UNITED STATES
SECURITIES AND EXCHANGE COMMISSION
WASHINGTON, D.C. 20549
SECURITIES AND EXCHANGE COMMISSION
WASHINGTON, D.C. 20549
FORM 8-K
CURRENT REPORT
Pursuant to Section 13 or 15(d) of the Securities Exchange Act of 1934
Date of Report (Date of Earliest Event Reported): May 9, 2014
Diamond Resorts International, Inc.
(Exact name of registrant as specified in its charter)
(Exact name of registrant as specified in its charter)
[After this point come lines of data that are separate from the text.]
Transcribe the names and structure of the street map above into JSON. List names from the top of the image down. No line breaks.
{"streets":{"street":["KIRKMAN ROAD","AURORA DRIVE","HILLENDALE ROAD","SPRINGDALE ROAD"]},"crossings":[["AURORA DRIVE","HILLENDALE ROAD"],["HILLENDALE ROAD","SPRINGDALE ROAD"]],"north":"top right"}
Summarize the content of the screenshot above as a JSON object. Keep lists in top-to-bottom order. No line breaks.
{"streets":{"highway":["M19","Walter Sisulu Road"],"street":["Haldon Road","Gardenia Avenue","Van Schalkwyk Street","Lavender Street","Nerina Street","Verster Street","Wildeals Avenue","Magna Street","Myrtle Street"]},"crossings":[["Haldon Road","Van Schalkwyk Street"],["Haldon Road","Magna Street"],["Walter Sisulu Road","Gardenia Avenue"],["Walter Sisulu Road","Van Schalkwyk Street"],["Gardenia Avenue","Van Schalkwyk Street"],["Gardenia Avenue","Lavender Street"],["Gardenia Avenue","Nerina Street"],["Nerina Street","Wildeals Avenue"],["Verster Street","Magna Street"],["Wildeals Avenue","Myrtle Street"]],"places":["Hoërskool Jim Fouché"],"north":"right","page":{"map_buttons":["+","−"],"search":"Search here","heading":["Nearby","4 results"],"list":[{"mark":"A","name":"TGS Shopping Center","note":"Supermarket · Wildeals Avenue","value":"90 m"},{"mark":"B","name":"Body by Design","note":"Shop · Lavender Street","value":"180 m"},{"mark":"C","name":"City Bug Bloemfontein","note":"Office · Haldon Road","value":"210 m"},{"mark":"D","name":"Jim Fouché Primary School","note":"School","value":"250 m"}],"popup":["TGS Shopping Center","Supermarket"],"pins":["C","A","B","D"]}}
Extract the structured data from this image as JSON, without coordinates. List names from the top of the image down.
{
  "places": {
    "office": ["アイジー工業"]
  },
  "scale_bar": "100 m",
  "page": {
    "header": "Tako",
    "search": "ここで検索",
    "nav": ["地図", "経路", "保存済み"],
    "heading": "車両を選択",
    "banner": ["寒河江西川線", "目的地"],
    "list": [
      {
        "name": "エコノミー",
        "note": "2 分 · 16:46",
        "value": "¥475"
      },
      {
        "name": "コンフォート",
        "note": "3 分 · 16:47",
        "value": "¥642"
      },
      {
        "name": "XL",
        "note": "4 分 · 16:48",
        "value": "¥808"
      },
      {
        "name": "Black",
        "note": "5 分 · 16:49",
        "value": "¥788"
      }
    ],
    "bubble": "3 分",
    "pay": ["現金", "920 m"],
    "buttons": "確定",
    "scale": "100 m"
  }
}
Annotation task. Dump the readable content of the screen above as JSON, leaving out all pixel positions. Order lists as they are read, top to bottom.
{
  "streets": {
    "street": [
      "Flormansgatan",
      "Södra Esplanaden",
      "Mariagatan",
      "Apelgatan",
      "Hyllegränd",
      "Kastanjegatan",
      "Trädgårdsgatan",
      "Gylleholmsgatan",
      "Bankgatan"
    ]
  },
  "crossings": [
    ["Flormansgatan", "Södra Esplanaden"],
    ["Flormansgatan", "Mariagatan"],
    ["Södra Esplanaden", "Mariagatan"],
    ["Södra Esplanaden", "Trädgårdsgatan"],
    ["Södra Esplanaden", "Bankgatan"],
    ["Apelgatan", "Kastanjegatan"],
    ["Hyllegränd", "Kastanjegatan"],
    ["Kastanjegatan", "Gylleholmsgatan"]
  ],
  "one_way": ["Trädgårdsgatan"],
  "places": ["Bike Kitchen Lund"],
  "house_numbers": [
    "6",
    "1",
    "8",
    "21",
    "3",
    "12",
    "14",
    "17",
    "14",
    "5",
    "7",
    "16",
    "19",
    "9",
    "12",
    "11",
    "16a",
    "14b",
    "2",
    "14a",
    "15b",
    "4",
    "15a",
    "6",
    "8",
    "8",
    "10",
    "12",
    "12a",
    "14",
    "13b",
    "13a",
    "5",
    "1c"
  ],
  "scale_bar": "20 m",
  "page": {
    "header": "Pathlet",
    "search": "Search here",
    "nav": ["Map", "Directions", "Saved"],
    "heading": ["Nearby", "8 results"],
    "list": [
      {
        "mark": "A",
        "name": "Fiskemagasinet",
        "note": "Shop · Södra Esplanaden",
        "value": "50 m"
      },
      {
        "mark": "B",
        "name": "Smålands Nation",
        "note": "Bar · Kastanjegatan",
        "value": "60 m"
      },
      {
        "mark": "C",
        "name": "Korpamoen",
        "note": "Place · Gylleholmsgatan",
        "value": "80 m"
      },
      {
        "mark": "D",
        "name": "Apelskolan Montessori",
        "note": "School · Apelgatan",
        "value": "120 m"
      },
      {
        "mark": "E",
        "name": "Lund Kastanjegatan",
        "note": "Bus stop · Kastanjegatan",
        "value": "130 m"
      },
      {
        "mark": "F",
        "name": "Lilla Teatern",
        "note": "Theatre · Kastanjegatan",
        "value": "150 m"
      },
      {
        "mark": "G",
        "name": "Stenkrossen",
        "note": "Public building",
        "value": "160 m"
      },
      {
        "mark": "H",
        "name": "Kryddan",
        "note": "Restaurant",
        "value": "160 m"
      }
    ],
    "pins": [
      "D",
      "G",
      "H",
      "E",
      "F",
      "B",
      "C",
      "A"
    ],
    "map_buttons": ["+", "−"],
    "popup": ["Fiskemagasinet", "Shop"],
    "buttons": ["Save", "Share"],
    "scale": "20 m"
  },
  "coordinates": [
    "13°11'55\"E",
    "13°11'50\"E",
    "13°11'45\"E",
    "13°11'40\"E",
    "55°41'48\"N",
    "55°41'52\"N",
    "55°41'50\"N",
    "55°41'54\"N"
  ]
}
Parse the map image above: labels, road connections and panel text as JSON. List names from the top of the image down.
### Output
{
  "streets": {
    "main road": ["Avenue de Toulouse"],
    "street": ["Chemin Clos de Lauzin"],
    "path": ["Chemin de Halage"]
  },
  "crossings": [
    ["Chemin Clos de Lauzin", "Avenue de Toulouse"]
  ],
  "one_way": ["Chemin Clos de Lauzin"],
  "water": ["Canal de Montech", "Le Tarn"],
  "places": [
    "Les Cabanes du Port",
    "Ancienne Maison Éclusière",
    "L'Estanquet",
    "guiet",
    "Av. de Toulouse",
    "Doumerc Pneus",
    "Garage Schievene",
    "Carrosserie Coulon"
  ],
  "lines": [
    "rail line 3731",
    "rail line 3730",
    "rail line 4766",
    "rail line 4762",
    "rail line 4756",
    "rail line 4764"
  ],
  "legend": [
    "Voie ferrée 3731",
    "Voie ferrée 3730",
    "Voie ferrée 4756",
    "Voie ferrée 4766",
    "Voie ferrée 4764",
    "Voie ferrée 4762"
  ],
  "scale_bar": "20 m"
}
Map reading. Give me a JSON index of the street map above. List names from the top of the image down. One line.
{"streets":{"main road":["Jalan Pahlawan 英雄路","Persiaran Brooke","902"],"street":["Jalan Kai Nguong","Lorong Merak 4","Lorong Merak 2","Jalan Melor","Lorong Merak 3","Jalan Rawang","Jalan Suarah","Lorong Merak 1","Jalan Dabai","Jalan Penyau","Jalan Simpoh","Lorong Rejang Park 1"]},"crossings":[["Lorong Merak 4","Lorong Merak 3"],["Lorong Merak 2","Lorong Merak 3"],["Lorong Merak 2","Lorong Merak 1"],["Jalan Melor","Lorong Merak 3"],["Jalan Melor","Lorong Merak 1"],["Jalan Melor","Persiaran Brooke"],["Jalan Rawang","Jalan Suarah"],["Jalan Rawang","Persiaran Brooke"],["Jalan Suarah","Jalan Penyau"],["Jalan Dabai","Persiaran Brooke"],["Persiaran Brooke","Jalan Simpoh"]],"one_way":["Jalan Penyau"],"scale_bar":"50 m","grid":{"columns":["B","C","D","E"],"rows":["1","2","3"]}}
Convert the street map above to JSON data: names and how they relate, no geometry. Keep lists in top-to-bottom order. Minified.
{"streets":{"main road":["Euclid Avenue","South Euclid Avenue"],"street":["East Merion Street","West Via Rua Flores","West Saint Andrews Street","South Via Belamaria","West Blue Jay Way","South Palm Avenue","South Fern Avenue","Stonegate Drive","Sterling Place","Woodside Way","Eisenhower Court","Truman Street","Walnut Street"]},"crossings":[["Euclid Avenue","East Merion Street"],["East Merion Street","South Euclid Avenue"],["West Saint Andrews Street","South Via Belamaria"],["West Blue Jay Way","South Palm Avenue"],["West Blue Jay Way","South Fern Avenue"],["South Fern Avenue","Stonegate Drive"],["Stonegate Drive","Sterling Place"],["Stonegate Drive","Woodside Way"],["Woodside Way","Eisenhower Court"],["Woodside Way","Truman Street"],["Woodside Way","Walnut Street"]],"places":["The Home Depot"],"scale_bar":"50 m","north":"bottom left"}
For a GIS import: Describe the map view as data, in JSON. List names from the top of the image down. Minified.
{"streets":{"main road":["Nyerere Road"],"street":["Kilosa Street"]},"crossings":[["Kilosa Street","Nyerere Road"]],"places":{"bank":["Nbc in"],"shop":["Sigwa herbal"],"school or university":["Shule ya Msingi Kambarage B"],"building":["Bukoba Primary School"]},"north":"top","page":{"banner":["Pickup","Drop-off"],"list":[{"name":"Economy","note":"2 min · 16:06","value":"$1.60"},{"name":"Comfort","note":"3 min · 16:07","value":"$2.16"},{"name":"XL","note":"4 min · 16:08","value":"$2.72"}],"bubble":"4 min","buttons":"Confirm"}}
Delaware | 001-35967 | 46-1750895 |
(State or other jurisdiction | (Commission | (I.R.S. Employer |
of incorporation) | File Number) | Identification No.) |
10600 West Charleston Boulevard, Las Vegas, Nevada | 89135 | |
(Address of principal executive offices) | (Zip Code) | |
Registrant’s telephone number, including area code: 702-684-8000 | ||
Not Applicable
Former name or former address, if changed since last report
Check the appropriate box below if the Form 8-K filing is intended to simultaneously satisfy the filing obligation of the registrant under any of the following provisions:
[ ] Written communications pursuant to Rule 425 under the Securities Act (17 CFR 230.425)
[ ] Soliciting material pursuant to Rule 14a-12 under the Exchange Act (17 CFR 240.14a-12)
[ ] Pre-commencement communications pursuant to Rule 14d-2(b) under the Exchange Act (17 CFR 240.14d-2(b))
[ ] Pre-commencement communications pursuant to Rule 13e-4(c) under the Exchange Act (17 CFR 240.13e-4(c))
[ ] Soliciting material pursuant to Rule 14a-12 under the Exchange Act (17 CFR 240.14a-12)
[ ] Pre-commencement communications pursuant to Rule 14d-2(b) under the Exchange Act (17 CFR 240.14d-2(b))
[ ] Pre-commencement communications pursuant to Rule 13e-4(c) under the Exchange Act (17 CFR 240.13e-4(c))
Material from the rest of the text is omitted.